A chemical mist which led to 150 people being hospitalised after it drifted along England's south coast is being investigated by the government.
The gas caused breathing problems, stinging eyes and vomiting when it descended on a beach in East Sussex, which had to be evacuated, in August.
A sample of the hazardous cloud - first reported in Birling Gap - was not taken and its cause never found.
The government's operational response will be reviewed.
"This was an unprecedented event and despite a comprehensive investigation it has not been possible to identify a specific source of the gas cloud," a Department for Environment, Food and Rural Affairs (Defra) spokesman said.
"Given the meteorological evidence, the most likely source was a passing ship, lost cargo or a wreck in the English Channel."
'Get on with it'
However, it added a sample was not taken for analysis as "appropriate equipment was not available at the site and the gas cloud dispersed quickly".
It will now review "all aspects" of the incident.
Eastbourne MP Stephen Lloyd said discussions with "various bodies" suggested the cause of the mist was down to "a passing ship doing an illegal clean-out with bleach".

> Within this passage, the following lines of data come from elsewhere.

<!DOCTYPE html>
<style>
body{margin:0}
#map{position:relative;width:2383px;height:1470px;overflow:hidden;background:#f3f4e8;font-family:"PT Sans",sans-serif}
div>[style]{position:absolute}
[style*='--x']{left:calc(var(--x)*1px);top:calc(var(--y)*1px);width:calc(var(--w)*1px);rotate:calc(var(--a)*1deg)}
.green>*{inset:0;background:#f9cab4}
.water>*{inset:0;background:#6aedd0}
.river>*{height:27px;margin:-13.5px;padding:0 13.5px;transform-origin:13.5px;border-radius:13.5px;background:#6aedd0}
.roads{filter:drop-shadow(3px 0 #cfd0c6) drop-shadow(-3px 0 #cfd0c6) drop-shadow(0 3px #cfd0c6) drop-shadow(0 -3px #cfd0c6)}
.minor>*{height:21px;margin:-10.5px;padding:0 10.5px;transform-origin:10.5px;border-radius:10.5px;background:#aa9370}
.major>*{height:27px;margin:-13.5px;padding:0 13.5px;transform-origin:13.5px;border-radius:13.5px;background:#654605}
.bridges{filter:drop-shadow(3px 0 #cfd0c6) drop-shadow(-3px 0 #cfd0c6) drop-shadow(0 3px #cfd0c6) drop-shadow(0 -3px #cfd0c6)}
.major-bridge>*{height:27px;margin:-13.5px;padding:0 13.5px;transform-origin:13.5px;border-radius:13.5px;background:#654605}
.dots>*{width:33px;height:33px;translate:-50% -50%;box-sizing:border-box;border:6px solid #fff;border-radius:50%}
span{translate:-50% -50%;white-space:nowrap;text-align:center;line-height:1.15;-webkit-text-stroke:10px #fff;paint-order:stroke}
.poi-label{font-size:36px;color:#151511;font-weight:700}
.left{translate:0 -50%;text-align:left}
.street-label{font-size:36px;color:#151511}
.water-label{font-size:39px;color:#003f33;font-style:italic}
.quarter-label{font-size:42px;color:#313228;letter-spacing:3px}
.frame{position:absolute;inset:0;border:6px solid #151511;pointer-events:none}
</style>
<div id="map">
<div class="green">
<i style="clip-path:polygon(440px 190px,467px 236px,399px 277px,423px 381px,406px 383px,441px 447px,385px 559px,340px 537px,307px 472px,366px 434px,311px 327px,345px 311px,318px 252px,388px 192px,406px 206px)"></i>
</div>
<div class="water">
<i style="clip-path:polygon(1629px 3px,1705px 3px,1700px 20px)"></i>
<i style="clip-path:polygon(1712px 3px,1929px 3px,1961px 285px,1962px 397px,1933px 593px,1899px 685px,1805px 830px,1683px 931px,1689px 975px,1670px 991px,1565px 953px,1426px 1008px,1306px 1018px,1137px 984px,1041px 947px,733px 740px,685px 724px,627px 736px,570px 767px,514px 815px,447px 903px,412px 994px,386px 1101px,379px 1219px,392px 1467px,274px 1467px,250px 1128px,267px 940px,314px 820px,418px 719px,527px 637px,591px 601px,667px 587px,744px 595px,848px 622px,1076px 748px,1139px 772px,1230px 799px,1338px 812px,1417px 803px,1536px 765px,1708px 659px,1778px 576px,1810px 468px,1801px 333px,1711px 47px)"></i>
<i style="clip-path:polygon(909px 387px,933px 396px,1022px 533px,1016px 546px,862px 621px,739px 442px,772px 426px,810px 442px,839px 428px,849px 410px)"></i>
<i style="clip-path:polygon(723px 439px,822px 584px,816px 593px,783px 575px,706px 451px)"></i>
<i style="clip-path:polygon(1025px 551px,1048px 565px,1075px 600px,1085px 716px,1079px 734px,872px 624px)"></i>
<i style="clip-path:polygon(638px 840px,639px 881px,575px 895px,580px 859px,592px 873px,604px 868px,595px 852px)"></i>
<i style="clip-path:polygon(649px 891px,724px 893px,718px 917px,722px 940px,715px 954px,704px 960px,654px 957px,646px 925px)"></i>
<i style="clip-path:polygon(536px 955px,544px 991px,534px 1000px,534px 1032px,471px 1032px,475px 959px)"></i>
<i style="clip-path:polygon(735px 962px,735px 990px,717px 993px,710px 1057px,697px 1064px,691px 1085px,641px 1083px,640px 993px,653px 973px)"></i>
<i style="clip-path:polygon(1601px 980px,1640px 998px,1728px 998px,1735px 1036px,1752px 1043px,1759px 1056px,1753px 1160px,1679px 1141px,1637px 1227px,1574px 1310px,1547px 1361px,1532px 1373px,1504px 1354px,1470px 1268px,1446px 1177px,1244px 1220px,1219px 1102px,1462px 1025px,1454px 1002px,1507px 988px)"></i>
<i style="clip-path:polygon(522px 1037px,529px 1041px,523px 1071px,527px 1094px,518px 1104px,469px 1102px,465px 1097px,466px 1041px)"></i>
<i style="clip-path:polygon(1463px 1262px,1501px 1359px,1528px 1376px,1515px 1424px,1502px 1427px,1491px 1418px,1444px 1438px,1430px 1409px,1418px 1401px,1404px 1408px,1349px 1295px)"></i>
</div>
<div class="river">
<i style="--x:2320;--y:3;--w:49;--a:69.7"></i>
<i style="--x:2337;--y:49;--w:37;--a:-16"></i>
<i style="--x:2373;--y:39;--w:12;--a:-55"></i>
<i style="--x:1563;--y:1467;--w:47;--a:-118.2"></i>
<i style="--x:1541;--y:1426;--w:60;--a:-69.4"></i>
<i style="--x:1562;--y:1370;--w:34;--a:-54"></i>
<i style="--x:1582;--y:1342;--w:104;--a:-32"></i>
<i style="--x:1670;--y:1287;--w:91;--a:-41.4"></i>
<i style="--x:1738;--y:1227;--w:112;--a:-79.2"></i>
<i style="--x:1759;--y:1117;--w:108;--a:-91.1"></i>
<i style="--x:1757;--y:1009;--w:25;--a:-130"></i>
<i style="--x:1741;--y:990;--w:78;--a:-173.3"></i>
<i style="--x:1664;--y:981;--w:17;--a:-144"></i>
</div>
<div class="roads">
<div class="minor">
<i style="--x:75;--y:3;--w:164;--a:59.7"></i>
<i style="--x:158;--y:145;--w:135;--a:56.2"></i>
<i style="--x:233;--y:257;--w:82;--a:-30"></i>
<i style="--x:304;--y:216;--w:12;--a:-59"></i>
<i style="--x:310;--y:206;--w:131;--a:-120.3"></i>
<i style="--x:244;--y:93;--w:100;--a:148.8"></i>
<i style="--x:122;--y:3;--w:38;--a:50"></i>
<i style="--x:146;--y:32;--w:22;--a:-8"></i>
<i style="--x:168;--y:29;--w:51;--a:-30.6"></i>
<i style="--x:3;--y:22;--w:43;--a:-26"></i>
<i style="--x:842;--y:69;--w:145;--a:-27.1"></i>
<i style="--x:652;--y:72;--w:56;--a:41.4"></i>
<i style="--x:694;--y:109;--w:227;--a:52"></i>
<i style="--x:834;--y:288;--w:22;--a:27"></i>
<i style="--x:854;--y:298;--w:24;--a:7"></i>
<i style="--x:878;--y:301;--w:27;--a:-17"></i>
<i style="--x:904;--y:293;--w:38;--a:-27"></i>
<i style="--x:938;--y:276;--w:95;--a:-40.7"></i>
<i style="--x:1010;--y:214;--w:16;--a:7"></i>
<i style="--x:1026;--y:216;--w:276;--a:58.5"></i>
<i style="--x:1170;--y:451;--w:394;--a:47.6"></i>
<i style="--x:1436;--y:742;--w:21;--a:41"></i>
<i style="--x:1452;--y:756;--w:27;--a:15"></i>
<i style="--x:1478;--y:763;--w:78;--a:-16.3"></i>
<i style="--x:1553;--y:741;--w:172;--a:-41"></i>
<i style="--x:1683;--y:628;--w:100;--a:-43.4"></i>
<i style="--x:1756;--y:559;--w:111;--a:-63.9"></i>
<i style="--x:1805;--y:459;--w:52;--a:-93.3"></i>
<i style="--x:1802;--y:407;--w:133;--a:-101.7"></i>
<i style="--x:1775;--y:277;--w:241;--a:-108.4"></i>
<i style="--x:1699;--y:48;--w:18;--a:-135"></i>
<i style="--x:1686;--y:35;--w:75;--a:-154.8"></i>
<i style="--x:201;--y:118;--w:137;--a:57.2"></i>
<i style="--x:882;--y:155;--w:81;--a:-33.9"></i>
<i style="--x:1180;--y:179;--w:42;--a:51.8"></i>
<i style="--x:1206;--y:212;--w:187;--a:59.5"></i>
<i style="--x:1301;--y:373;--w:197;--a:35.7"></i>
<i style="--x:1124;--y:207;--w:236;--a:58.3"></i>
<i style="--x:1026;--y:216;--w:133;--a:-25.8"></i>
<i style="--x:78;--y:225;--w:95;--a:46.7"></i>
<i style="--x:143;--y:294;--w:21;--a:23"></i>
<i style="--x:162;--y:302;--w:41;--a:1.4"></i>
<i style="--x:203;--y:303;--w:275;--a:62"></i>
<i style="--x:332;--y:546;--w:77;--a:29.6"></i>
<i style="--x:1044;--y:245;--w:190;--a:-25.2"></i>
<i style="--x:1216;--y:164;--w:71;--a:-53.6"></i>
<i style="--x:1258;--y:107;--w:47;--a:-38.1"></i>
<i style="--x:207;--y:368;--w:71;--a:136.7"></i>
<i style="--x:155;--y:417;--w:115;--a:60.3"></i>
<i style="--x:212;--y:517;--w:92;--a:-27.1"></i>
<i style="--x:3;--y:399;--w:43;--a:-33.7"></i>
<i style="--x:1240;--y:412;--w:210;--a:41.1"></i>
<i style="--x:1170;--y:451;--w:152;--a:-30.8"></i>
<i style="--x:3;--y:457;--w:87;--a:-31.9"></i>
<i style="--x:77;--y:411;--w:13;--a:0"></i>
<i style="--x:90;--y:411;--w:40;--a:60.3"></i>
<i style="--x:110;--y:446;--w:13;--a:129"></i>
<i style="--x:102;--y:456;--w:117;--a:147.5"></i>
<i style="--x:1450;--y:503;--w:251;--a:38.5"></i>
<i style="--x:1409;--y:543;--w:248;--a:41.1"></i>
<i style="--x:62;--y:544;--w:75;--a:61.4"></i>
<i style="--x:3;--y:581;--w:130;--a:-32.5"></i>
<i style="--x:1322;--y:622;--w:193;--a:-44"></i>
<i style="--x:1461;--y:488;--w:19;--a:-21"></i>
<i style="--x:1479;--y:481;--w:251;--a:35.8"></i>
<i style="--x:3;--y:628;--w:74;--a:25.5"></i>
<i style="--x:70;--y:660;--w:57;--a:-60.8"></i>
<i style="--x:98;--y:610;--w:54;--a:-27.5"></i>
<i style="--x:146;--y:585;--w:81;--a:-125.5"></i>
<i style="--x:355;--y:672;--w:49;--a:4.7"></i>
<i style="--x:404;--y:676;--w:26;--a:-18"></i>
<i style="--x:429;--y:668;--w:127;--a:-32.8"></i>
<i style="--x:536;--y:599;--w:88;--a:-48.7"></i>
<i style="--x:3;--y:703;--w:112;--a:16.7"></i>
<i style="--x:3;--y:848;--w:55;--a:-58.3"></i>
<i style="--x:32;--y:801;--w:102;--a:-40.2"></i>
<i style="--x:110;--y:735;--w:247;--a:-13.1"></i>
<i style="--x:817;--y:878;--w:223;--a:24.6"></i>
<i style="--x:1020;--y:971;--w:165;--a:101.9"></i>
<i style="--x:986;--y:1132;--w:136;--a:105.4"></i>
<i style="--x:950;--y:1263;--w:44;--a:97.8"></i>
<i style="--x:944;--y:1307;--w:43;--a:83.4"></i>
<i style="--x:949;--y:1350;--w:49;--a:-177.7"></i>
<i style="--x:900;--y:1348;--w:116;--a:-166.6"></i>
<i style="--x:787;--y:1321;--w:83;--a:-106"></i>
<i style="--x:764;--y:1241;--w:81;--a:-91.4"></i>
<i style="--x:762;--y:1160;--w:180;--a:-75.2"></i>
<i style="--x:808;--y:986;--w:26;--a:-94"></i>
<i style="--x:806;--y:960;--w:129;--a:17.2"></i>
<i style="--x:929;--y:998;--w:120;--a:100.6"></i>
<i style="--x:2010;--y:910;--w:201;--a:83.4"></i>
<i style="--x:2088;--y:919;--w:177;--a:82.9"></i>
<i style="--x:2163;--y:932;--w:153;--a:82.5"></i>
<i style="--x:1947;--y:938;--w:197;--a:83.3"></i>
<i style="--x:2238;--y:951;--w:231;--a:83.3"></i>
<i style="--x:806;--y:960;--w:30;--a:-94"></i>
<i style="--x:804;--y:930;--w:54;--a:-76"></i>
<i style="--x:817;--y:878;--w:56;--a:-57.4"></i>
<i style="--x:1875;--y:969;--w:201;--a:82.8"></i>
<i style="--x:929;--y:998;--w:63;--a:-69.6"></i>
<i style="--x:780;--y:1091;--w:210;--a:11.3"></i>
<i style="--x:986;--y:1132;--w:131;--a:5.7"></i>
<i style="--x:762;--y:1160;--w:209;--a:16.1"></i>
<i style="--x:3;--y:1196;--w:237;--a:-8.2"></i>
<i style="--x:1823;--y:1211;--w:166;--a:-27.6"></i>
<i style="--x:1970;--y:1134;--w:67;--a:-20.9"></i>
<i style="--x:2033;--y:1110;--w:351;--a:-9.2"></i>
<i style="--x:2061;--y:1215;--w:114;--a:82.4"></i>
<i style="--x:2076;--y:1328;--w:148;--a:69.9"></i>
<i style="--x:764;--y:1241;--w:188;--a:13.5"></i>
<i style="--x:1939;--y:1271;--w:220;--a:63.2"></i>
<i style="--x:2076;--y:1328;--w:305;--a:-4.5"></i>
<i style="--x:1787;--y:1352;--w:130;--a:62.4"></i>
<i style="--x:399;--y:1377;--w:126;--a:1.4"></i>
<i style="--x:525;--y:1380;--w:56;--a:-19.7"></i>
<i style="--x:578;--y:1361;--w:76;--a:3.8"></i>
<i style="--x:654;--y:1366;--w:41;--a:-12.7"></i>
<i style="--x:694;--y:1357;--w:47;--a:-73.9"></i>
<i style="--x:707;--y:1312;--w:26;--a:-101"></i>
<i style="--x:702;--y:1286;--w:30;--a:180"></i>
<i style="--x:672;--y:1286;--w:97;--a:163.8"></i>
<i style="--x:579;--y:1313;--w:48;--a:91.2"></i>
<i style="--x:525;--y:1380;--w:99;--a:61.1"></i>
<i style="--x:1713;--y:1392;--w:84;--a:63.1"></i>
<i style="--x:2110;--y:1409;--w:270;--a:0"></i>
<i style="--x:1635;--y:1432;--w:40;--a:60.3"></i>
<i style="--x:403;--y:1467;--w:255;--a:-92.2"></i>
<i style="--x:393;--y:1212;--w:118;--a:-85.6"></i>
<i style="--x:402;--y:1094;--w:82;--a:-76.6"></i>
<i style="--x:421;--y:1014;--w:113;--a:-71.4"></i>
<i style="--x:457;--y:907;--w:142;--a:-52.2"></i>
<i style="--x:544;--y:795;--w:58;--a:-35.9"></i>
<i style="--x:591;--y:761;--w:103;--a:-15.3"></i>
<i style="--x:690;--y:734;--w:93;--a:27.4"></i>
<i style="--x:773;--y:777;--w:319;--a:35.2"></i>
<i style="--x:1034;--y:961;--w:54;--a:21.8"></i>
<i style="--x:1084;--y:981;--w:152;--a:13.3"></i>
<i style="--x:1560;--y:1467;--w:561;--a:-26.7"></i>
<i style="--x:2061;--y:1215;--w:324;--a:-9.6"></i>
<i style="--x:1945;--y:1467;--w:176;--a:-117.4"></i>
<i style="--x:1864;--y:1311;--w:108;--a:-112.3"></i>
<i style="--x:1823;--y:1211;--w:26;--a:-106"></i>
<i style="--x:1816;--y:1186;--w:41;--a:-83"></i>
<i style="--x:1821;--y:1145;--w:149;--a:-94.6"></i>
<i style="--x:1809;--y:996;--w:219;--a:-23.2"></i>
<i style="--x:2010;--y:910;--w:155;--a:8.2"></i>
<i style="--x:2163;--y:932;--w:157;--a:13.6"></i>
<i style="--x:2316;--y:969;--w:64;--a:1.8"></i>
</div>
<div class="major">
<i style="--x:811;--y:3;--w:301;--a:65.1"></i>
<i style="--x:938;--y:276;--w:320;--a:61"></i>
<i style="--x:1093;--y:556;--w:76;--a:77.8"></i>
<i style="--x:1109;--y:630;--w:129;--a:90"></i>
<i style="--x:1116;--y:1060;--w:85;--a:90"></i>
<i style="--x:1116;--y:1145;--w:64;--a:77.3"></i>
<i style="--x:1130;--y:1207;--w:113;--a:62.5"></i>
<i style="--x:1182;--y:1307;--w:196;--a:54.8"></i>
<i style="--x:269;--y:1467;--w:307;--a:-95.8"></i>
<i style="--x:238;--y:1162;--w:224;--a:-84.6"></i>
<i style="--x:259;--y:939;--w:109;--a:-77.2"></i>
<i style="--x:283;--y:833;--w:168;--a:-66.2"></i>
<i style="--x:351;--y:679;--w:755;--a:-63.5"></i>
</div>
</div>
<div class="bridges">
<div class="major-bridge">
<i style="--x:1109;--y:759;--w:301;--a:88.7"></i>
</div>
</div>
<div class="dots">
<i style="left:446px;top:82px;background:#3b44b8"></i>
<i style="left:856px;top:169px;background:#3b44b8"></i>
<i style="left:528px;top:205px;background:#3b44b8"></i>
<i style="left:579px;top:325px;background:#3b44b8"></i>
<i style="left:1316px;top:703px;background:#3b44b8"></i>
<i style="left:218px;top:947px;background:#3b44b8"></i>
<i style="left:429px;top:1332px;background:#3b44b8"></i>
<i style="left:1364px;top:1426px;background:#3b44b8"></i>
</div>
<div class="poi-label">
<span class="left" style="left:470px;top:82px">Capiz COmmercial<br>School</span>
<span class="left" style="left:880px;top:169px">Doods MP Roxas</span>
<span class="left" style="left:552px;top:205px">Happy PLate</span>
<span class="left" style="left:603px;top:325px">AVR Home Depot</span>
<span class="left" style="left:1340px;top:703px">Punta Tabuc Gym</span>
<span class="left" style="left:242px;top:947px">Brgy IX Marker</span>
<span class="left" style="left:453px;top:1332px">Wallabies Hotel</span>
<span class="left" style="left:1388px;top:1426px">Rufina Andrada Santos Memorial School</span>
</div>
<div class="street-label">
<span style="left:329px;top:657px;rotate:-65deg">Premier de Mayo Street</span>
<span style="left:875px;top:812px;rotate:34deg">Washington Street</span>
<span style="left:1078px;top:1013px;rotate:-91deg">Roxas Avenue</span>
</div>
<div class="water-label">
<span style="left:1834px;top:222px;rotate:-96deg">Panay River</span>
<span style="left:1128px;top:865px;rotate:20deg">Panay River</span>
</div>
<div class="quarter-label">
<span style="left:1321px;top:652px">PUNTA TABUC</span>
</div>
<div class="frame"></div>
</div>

Andrew Durling, from Eastbourne Friends of the Earth, said: "It's well known in the shipping world that ships illegally bleach their tanks at sea. It could well happen again.
"The authorities should have had a permanent network of air monitoring stations along the coast, ready to capture immediately the data needed to determine the exact cause."
"It could have been so much worse, people could have died. If you are serious about protecting people's health, find the money and get on with it."